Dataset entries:

════════

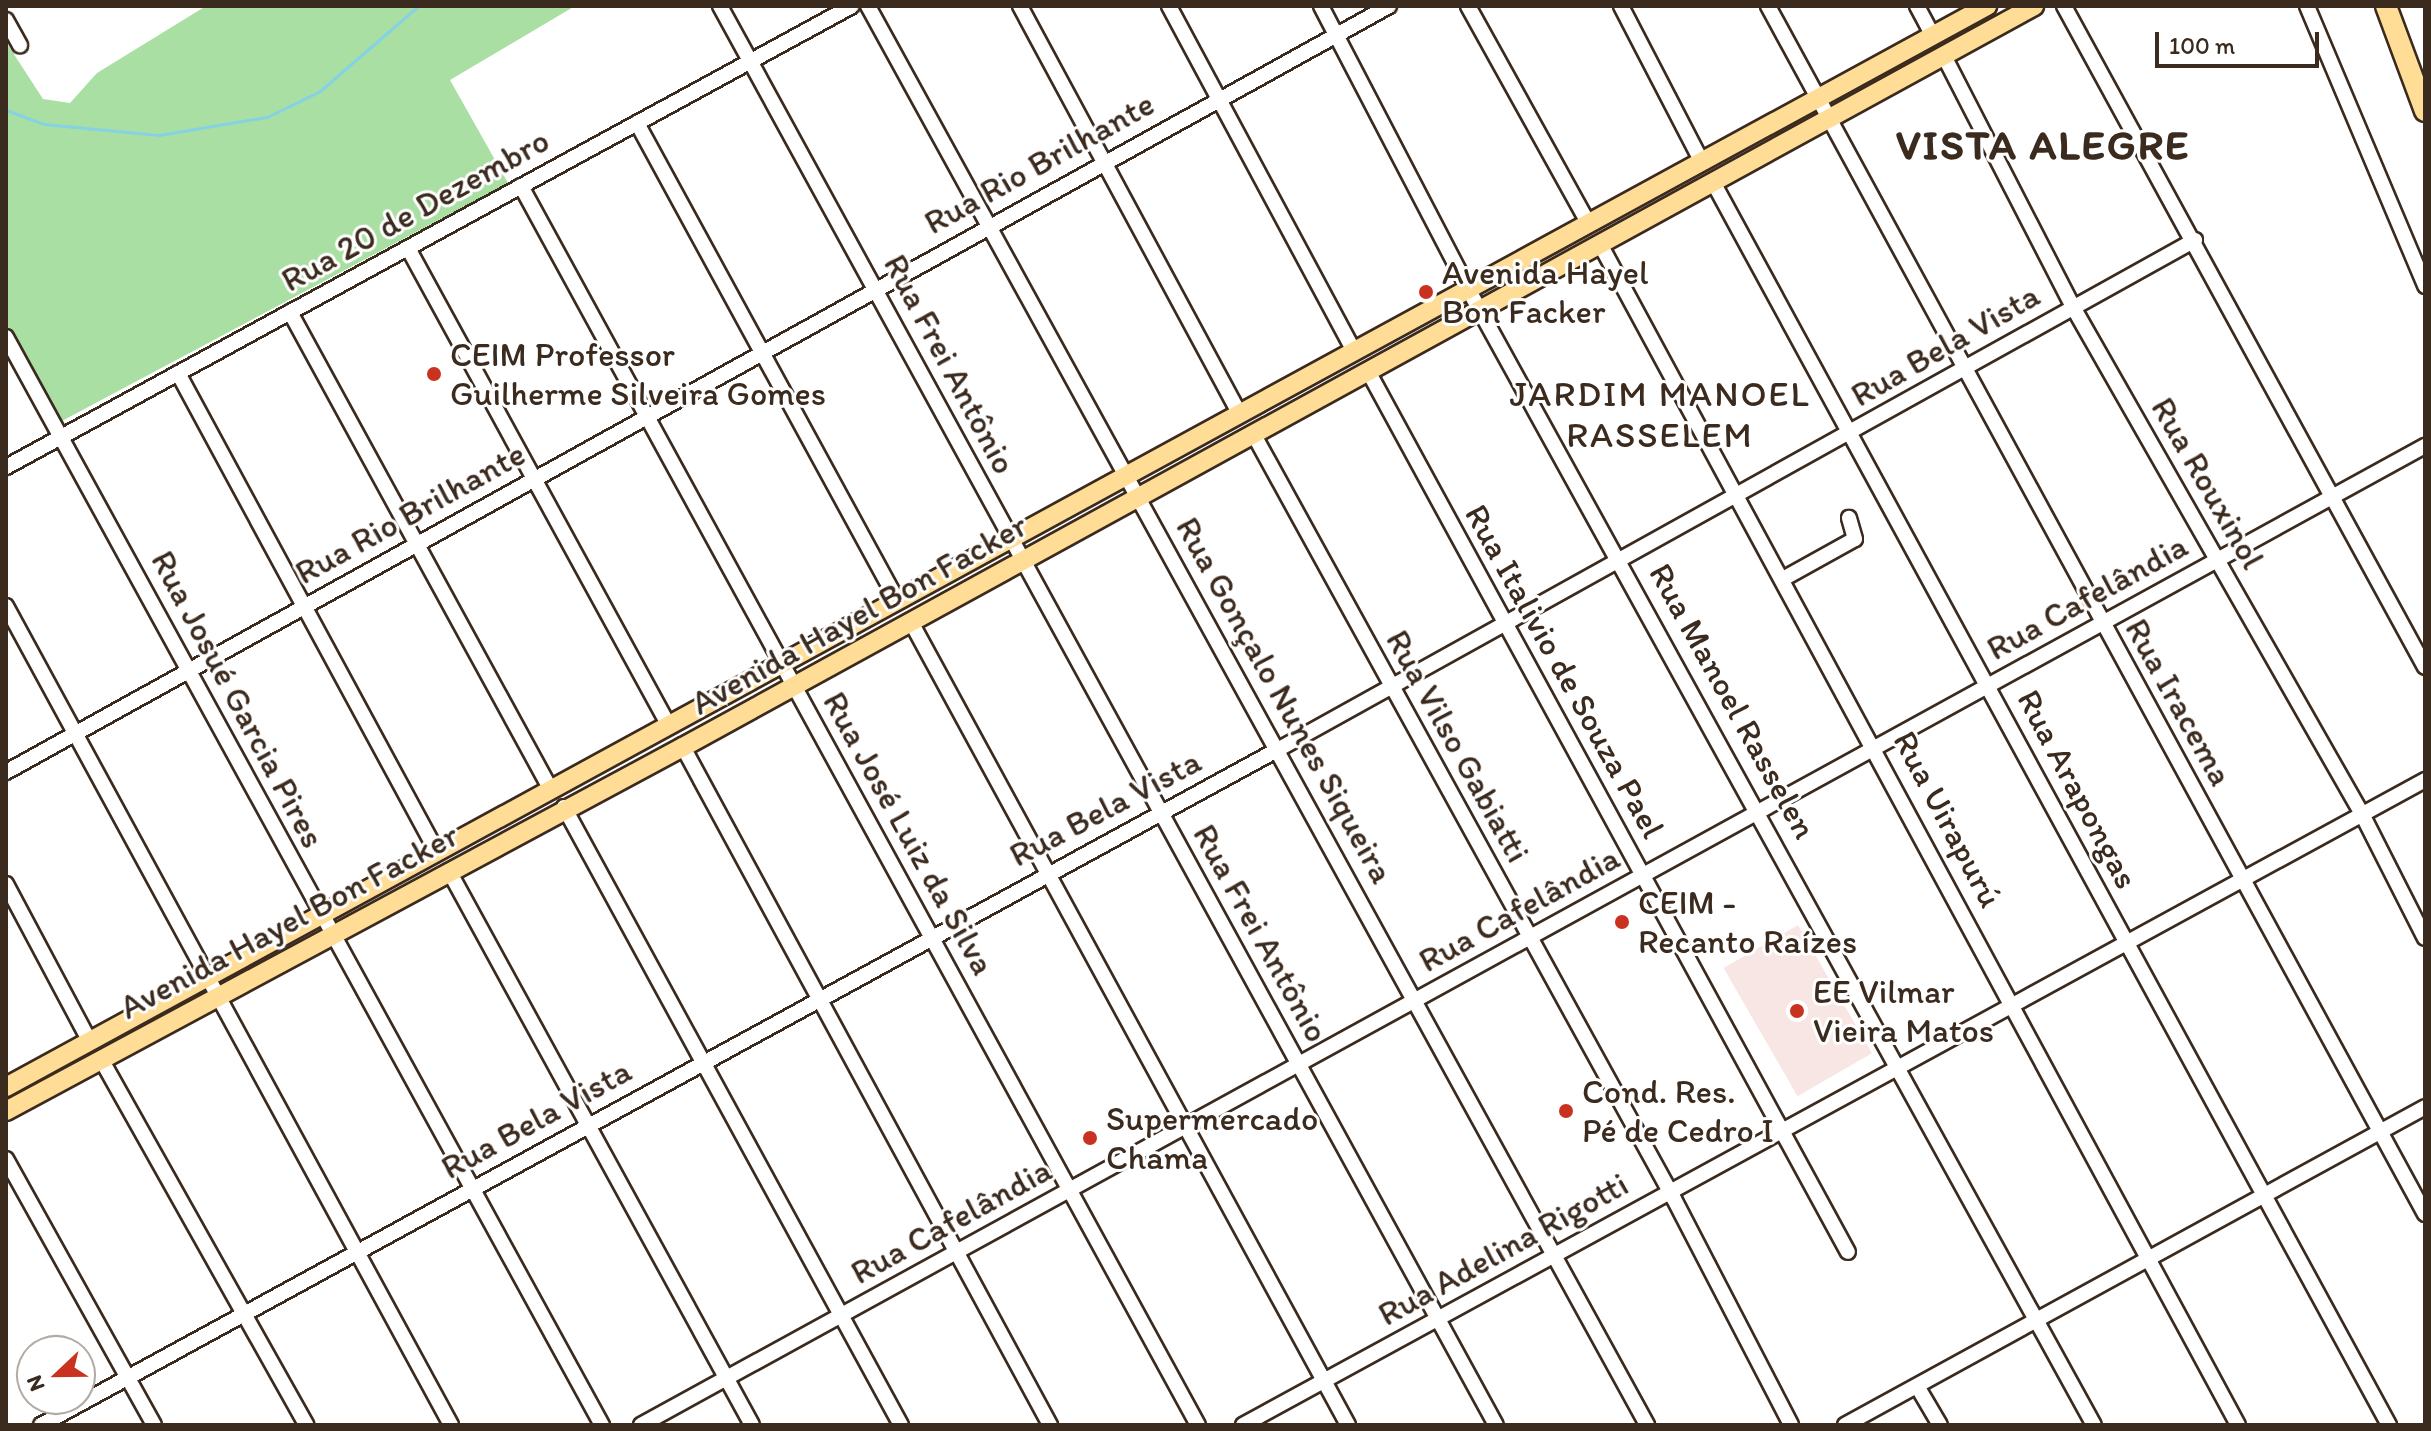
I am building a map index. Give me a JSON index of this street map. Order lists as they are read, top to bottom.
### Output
{
  "streets": {
    "main road": ["Avenida Hayel Bon Facker"],
    "street": [
      "Rua Rio Brilhante",
      "Rua 20 de Dezembro",
      "Rua Bela Vista",
      "Rua Frei Antônio",
      "Rua Rouxinol",
      "Rua Cafelândia",
      "Rua Italivio de Souza Pael",
      "Rua Josué Garcia Pires",
      "Rua Gonçalo Nunes Siqueira",
      "Rua Manoel Rasselen",
      "Rua Iracema",
      "Rua Vilso Gabiatti",
      "Rua Arapongas",
      "Rua Uirapurú",
      "Rua José Luiz da Silva",
      "Rua Adelina Rigotti"
    ]
  },
  "crossings": [
    ["Rua Rio Brilhante", "Rua Frei Antônio"],
    ["Rua Rio Brilhante", "Rua Josué Garcia Pires"],
    ["Rua Rio Brilhante", "Rua Gonçalo Nunes Siqueira"],
    ["Rua Rio Brilhante", "Rua Manoel Rasselen"],
    ["Rua Rio Brilhante", "Rua José Luiz da Silva"],
    ["Rua 20 de Dezembro", "Rua Frei Antônio"],
    ["Rua 20 de Dezembro", "Rua Josué Garcia Pires"],
    ["Rua 20 de Dezembro", "Rua José Luiz da Silva"],
    ["Rua Bela Vista", "Rua Frei Antônio"],
    ["Rua Bela Vista", "Rua Rouxinol"],
    ["Rua Bela Vista", "Rua Italivio de Souza Pael"],
    ["Rua Bela Vista", "Rua Josué Garcia Pires"],
    ["Rua Bela Vista", "Rua Gonçalo Nunes Siqueira"],
    ["Rua Bela Vista", "Rua Manoel Rasselen"],
    ["Rua Bela Vista", "Rua Iracema"],
    ["Rua Bela Vista", "Rua Vilso Gabiatti"],
    ["Rua Bela Vista", "Rua Arapongas"],
    ["Rua Bela Vista", "Rua Uirapurú"],
    ["Rua Bela Vista", "Rua José Luiz da Silva"],
    ["Rua Frei Antônio", "Rua Cafelândia"],
    ["Rua Frei Antônio", "Avenida Hayel Bon Facker"],
    ["Rua Frei Antônio", "Rua Adelina Rigotti"],
    ["Rua Rouxinol", "Rua Cafelândia"],
    ["Rua Rouxinol", "Avenida Hayel Bon Facker"],
    ["Rua Rouxinol", "Rua Adelina Rigotti"],
    ["Rua Cafelândia", "Rua Italivio de Souza Pael"],
    ["Rua Cafelândia", "Rua Gonçalo Nunes Siqueira"],
    ["Rua Cafelândia", "Rua Manoel Rasselen"],
    ["Rua Cafelândia", "Rua Iracema"],
    ["Rua Cafelândia", "Rua Vilso Gabiatti"],
    ["Rua Cafelândia", "Rua Arapongas"],
    ["Rua Cafelândia", "Rua Uirapurú"],
    ["Rua Cafelândia", "Rua José Luiz da Silva"],
    ["Avenida Hayel Bon Facker", "Rua Italivio de Souza Pael"],
    ["Avenida Hayel Bon Facker", "Rua Josué Garcia Pires"],
    ["Avenida Hayel Bon Facker", "Rua Gonçalo Nunes Siqueira"],
    ["Avenida Hayel Bon Facker", "Rua Manoel Rasselen"],
    ["Avenida Hayel Bon Facker", "Rua Iracema"],
    ["Avenida Hayel Bon Facker", "Rua Vilso Gabiatti"],
    ["Avenida Hayel Bon Facker", "Rua Arapongas"],
    ["Avenida Hayel Bon Facker", "Rua Uirapurú"],
    ["Avenida Hayel Bon Facker", "Rua José Luiz da Silva"],
    ["Rua Italivio de Souza Pael", "Rua Adelina Rigotti"],
    ["Rua Gonçalo Nunes Siqueira", "Rua Adelina Rigotti"],
    ["Rua Manoel Rasselen", "Rua Adelina Rigotti"],
    ["Rua Iracema", "Rua Adelina Rigotti"],
    ["Rua Vilso Gabiatti", "Rua Adelina Rigotti"],
    ["Rua Arapongas", "Rua Adelina Rigotti"],
    ["Rua Uirapurú", "Rua Adelina Rigotti"]
  ],
  "districts": ["VISTA ALEGRE", "JARDIM MANOEL RASSELEM"],
  "places": [
    "Avenida Hayel Bon Facker",
    "CEIM Professor Guilherme Silveira Gomes",
    "CEIM - Recanto Raízes",
    "EE Vilmar Vieira Matos",
    "Cond. Res. Pé de Cedro I",
    "Supermercado Chama"
  ],
  "scale_bar": "100 m",
  "north": "left"
}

════════

**Work to be completed:** Keep the pictures out and write out the records exactly.

**Result of this exercise:**
I am building a map index. Give me a JSON index of this street map. Order lists as they are read, top to bottom.
### Output
{
  "streets": {
    "main road": ["Avenida Hayel Bon Facker"],
    "street": [
      "Rua Rio Brilhante",
      "Rua 20 de Dezembro",
      "Rua Bela Vista",
      "Rua Frei Antônio",
      "Rua Rouxinol",
      "Rua Cafelândia",
      "Rua Italivio de Souza Pael",
      "Rua Josué Garcia Pires",
      "Rua Gonçalo Nunes Siqueira",
      "Rua Manoel Rasselen",
      "Rua Iracema",
      "Rua Vilso Gabiatti",
      "Rua Arapongas",
      "Rua Uirapurú",
      "Rua José Luiz da Silva",
      "Rua Adelina Rigotti"
    ]
  },
  "crossings": [
    ["Rua Rio Brilhante", "Rua Frei Antônio"],
    ["Rua Rio Brilhante", "Rua Josué Garcia Pires"],
    ["Rua Rio Brilhante", "Rua Gonçalo Nunes Siqueira"],
    ["Rua Rio Brilhante", "Rua Manoel Rasselen"],
    ["Rua Rio Brilhante", "Rua José Luiz da Silva"],
    ["Rua 20 de Dezembro", "Rua Frei Antônio"],
    ["Rua 20 de Dezembro", "Rua Josué Garcia Pires"],
    ["Rua 20 de Dezembro", "Rua José Luiz da Silva"],
    ["Rua Bela Vista", "Rua Frei Antônio"],
    ["Rua Bela Vista", "Rua Rouxinol"],
    ["Rua Bela Vista", "Rua Italivio de Souza Pael"],
    ["Rua Bela Vista", "Rua Josué Garcia Pires"],
    ["Rua Bela Vista", "Rua Gonçalo Nunes Siqueira"],
    ["Rua Bela Vista", "Rua Manoel Rasselen"],
    ["Rua Bela Vista", "Rua Iracema"],
    ["Rua Bela Vista", "Rua Vilso Gabiatti"],
    ["Rua Bela Vista", "Rua Arapongas"],
    ["Rua Bela Vista", "Rua Uirapurú"],
    ["Rua Bela Vista", "Rua José Luiz da Silva"],
    ["Rua Frei Antônio", "Rua Cafelândia"],
    ["Rua Frei Antônio", "Avenida Hayel Bon Facker"],
    ["Rua Frei Antônio", "Rua Adelina Rigotti"],
    ["Rua Rouxinol", "Rua Cafelândia"],
    ["Rua Rouxinol", "Avenida Hayel Bon Facker"],
    ["Rua Rouxinol", "Rua Adelina Rigotti"],
    ["Rua Cafelândia", "Rua Italivio de Souza Pael"],
    ["Rua Cafelândia", "Rua Gonçalo Nunes Siqueira"],
    ["Rua Cafelândia", "Rua Manoel Rasselen"],
    ["Rua Cafelândia", "Rua Iracema"],
    ["Rua Cafelândia", "Rua Vilso Gabiatti"],
    ["Rua Cafelândia", "Rua Arapongas"],
    ["Rua Cafelândia", "Rua Uirapurú"],
    ["Rua Cafelândia", "Rua José Luiz da Silva"],
    ["Avenida Hayel Bon Facker", "Rua Italivio de Souza Pael"],
    ["Avenida Hayel Bon Facker", "Rua Josué Garcia Pires"],
    ["Avenida Hayel Bon Facker", "Rua Gonçalo Nunes Siqueira"],
    ["Avenida Hayel Bon Facker", "Rua Manoel Rasselen"],
    ["Avenida Hayel Bon Facker", "Rua Iracema"],
    ["Avenida Hayel Bon Facker", "Rua Vilso Gabiatti"],
    ["Avenida Hayel Bon Facker", "Rua Arapongas"],
    ["Avenida Hayel Bon Facker", "Rua Uirapurú"],
    ["Avenida Hayel Bon Facker", "Rua José Luiz da Silva"],
    ["Rua Italivio de Souza Pael", "Rua Adelina Rigotti"],
    ["Rua Gonçalo Nunes Siqueira", "Rua Adelina Rigotti"],
    ["Rua Manoel Rasselen", "Rua Adelina Rigotti"],
    ["Rua Iracema", "Rua Adelina Rigotti"],
    ["Rua Vilso Gabiatti", "Rua Adelina Rigotti"],
    ["Rua Arapongas", "Rua Adelina Rigotti"],
    ["Rua Uirapurú", "Rua Adelina Rigotti"]
  ],
  "districts": ["VISTA ALEGRE", "JARDIM MANOEL RASSELEM"],
  "places": [
    "Avenida Hayel Bon Facker",
    "CEIM Professor Guilherme Silveira Gomes",
    "CEIM - Recanto Raízes",
    "EE Vilmar Vieira Matos",
    "Cond. Res. Pé de Cedro I",
    "Supermercado Chama"
  ],
  "scale_bar": "100 m",
  "north": "left"
}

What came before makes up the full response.